Intisari-Online.com -Presiden AS Joe Biden setuju untuk memberi Ukraina sistem roket canggih sebagai bagian dari paket senjata senilai 700 juta dollar AS.
Sistem roket canggih tersebut diklaim dapat menyerang sasaran jarak jauh dengan presisi.
AS memberi Ukraina roket tersebut setelah Kyiv memberikan jaminan bahwa mereka tidak akan menggunakan senjata itu untuk menyerang di dalam wilayah Rusia.
Dalam artikel yang diterbitkan New York Times pada Selasa (31/5/2022), Biden mengatakan bahwa invasi Rusia ke Ukraina akan berakhir melalui diplomasi.
Namun, lanjut Biden, AS harus menyediakan senjata dan amunisi yang signifikan guna memberi Ukraina pengaruh yang besar di meja perundingan.
“Itulah mengapa, saya memutuskan bahwa kami akan memberi Ukraina sistem roket dan amunisi yang lebih canggih yang akan memungkinkan mereka untuk lebih tepat menyerang sasaran utama di medan perang di Ukraina,” ucap Biden.
Meski begitu,Rusia merespons negatif keputusan AS yang akan memasok Ukraina dengan sistem roket dan amunisi canggih.
Respons tersebut diutarakan Wakil Menteri Luar Negeri Rusia Sergei Ryabkov kepada kantor berita negara RIA Novosti, Rabu (1/6/2022).
Ryabkov mengatakan, Moskwa memandang bantuan militer AS ke Ukraina tersebut sangat negatif, sebagaimana dilansir Reuters.
Dia menambahkan bahwa pengiriman sistem roket dan amunisi canggih dari AS ke Ukraina itu akan meningkatkan risiko konfrontasi langsung.
Sebelumnya, sebagaimana diwartakan Kompas.com, Ketua Dewan Federasi atau Majelis Tinggi Parlemen Rusia, Valentina Matviyenko, menyatakan Rusia terbuka untuk pembicaraan dengan Ukraina dan menandatangani perjanjian yang akan mengarah pada perdamaian.
Matviyenko berkata demikian pada Selasa (31/5/2022), dalam pertemuan dengan Presiden Mozambik Filipe Nyusi.
Delegasi Dewan Federasi yang dipimpin oleh Matviyenko sedang melakukan kunjungan resmi ke Mozambik dari Senin (30/5/2022) hingga Rabu (1/6/2022) ini.
"Kami terbuka untuk pembicaraan. Saya benar-benar setuju dengan posisi Anda bahwa solusi diplomatik dan damai diperlukan."
"Tetapi, kemauan untuk itu diperlukan di kedua belah pihak.
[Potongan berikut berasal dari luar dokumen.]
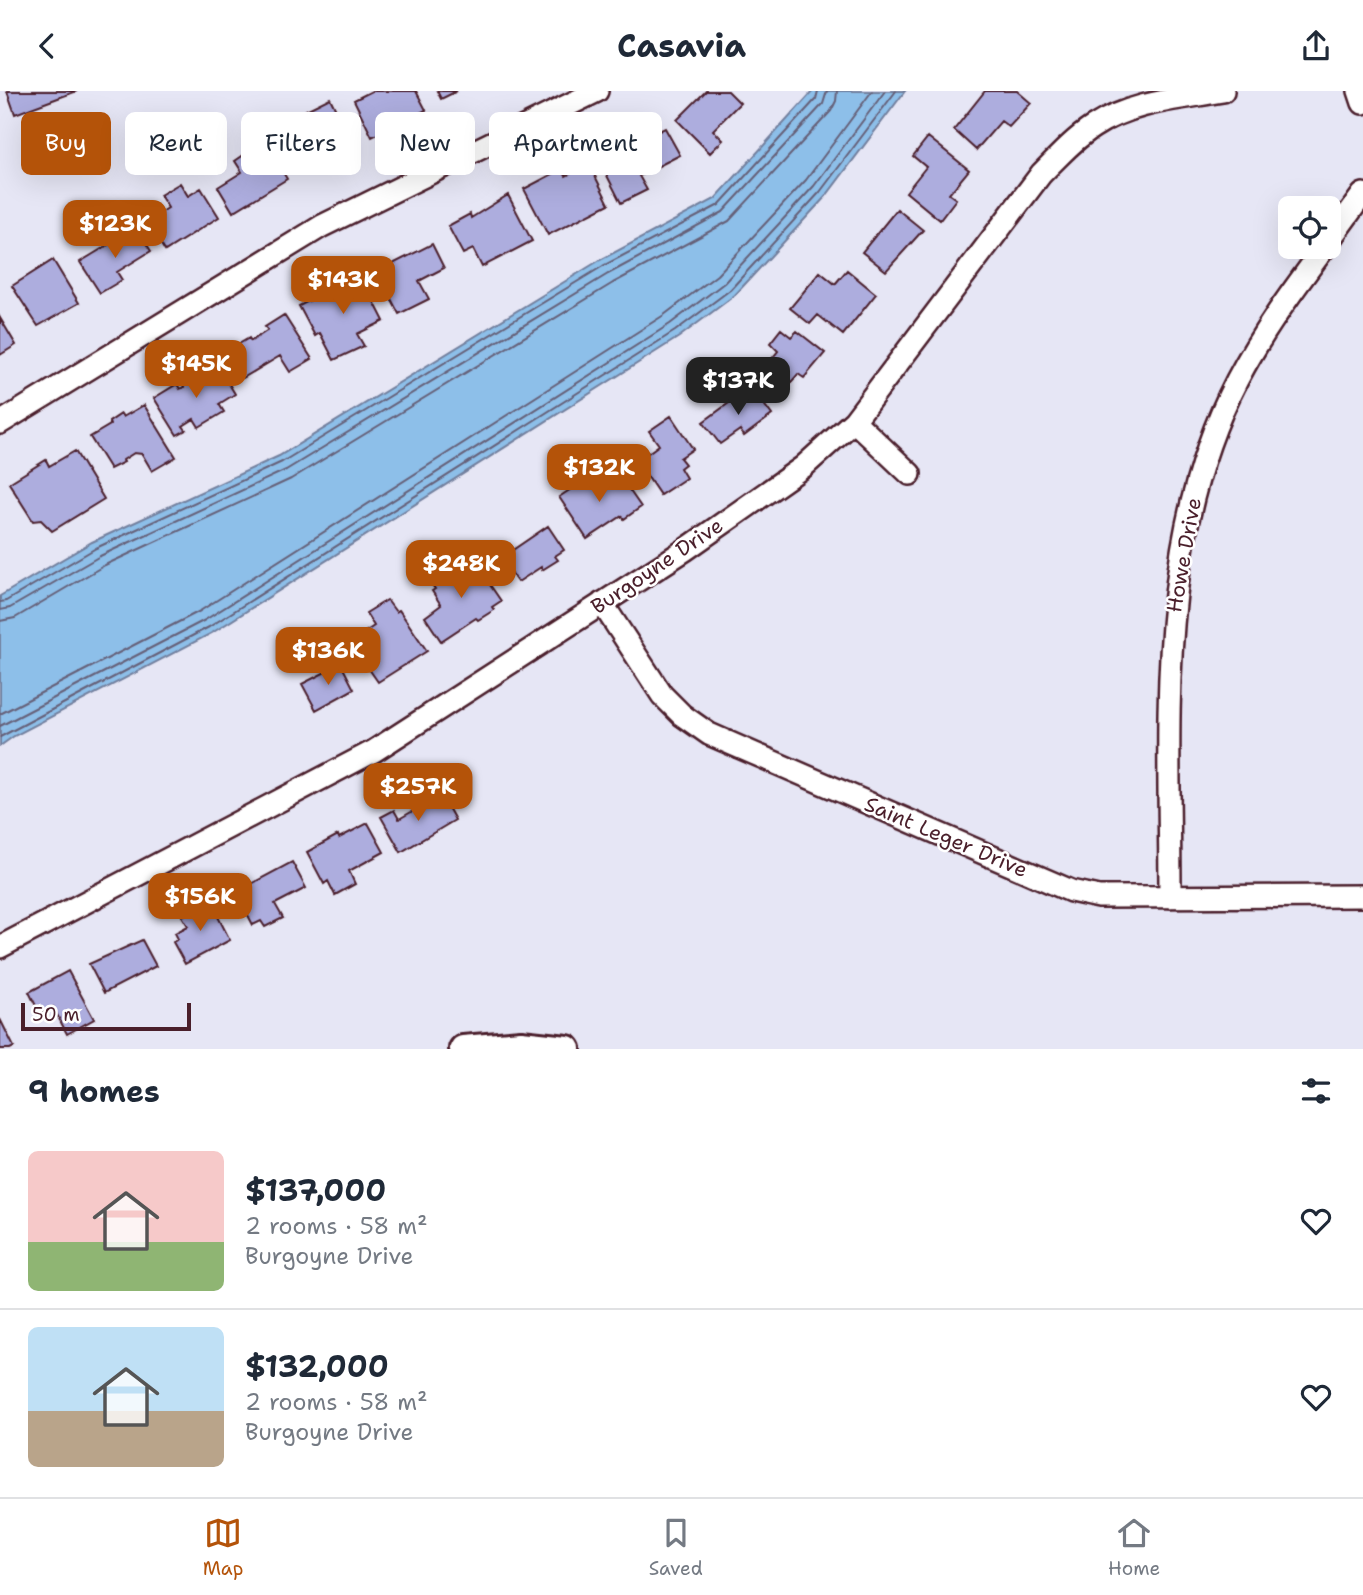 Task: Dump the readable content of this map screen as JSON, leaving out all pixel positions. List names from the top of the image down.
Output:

Kami tegaskan kembali bahwa kami siap untuk pembicaraan, untuk menandatangani perjanjian yang akan menghentikan sipil berada di Ukraina dan mengarah pada perdamaian,” ungkap dia, dikutip dari Kantor Berita Rusia, TASS.
Namun, kata Matviyenko, Rusia tidak melihat reaksi dari Kyiv untuk menyambut perjanjian perdamaian itu.
Lebih lanjut, Matviyenko menuding, Rusia dan Ukraina pernah hampir menandatangani perjanjian damai, tetapi kekuatan eksternal yang mengendalikan Kiev tidak merestuinya.
"Ngomong-ngomong, kami secara bersamaan pernah merundingkan perjanjian damai dengan Ukraina. Kami menarik pasukan dari Kyiv, Kharkov, dan perjanjian yang dapat diterima untuk Ukraina dan Rusia praktis sudah siap," ungkap dia.
"Istilah kuncinya adalah bahwa Ukraina akan tetap menjadi negara netral di luar blok, seperti Austria misalnya, bahwa itu akan menjadi negara non-nuklir."
"Tapi, sayangnya, mereka yang melakukan kontrol eksternal tidak membiarkan menandatangani perjanjian ini," tuding Matviyenko.